<<<<

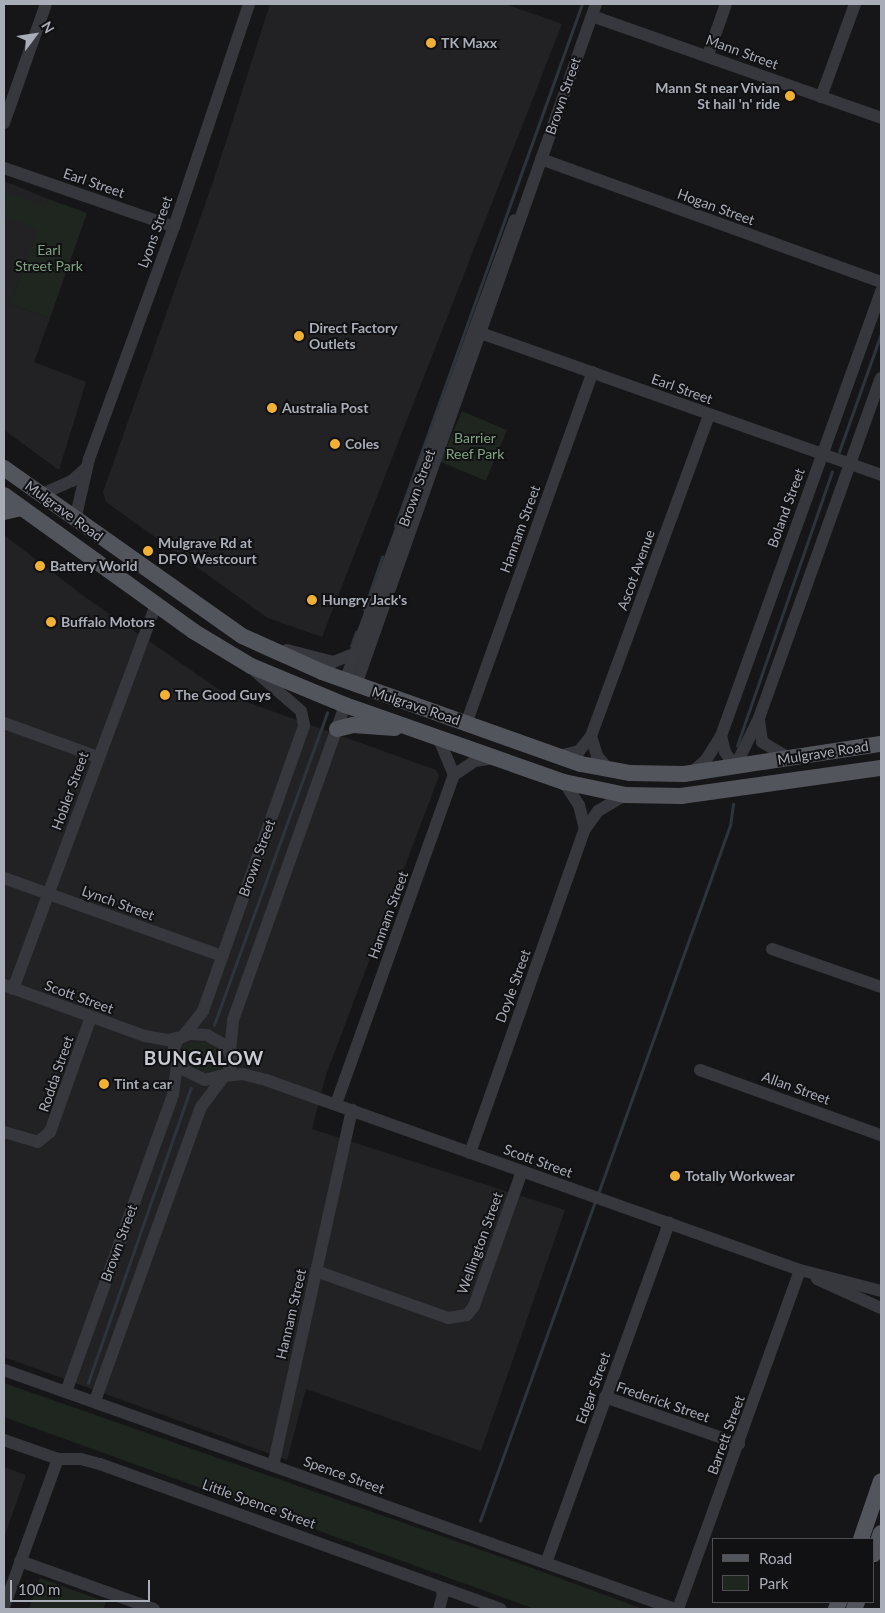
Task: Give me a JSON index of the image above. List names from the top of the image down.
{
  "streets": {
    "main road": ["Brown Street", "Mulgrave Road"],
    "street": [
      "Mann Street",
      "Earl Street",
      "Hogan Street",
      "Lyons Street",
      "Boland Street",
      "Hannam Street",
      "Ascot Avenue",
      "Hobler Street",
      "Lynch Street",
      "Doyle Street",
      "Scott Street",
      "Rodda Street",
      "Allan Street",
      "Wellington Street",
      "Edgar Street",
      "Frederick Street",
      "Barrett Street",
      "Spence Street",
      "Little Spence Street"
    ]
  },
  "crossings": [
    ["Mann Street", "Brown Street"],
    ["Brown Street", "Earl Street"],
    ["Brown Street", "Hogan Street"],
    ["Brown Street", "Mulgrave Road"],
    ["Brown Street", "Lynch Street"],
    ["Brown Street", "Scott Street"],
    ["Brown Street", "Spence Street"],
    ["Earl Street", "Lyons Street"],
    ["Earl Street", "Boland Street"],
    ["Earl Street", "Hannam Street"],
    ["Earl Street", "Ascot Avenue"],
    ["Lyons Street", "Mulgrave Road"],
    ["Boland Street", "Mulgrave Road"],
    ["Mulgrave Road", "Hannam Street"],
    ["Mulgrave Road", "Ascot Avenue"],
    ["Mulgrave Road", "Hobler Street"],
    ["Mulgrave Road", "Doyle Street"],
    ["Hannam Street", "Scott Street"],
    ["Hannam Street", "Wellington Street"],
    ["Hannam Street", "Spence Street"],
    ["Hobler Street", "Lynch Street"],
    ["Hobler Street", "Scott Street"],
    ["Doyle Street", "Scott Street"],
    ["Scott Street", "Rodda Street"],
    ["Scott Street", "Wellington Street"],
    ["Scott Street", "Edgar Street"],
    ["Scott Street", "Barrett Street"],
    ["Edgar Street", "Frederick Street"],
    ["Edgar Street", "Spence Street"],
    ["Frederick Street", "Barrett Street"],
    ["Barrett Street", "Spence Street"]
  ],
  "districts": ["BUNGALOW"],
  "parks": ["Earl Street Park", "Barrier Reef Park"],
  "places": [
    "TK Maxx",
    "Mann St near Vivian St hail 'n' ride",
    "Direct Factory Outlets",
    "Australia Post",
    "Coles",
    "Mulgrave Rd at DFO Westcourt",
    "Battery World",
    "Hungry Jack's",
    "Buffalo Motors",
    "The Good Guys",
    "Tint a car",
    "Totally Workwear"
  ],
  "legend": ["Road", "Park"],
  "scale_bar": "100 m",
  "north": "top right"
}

>>>>

Work item - Filter the records above down to the lines that hold the string "Boland".

Answer space -
      "Boland Street",
    ["Earl Street", "Boland Street"],
    ["Boland Street", "Mulgrave Road"],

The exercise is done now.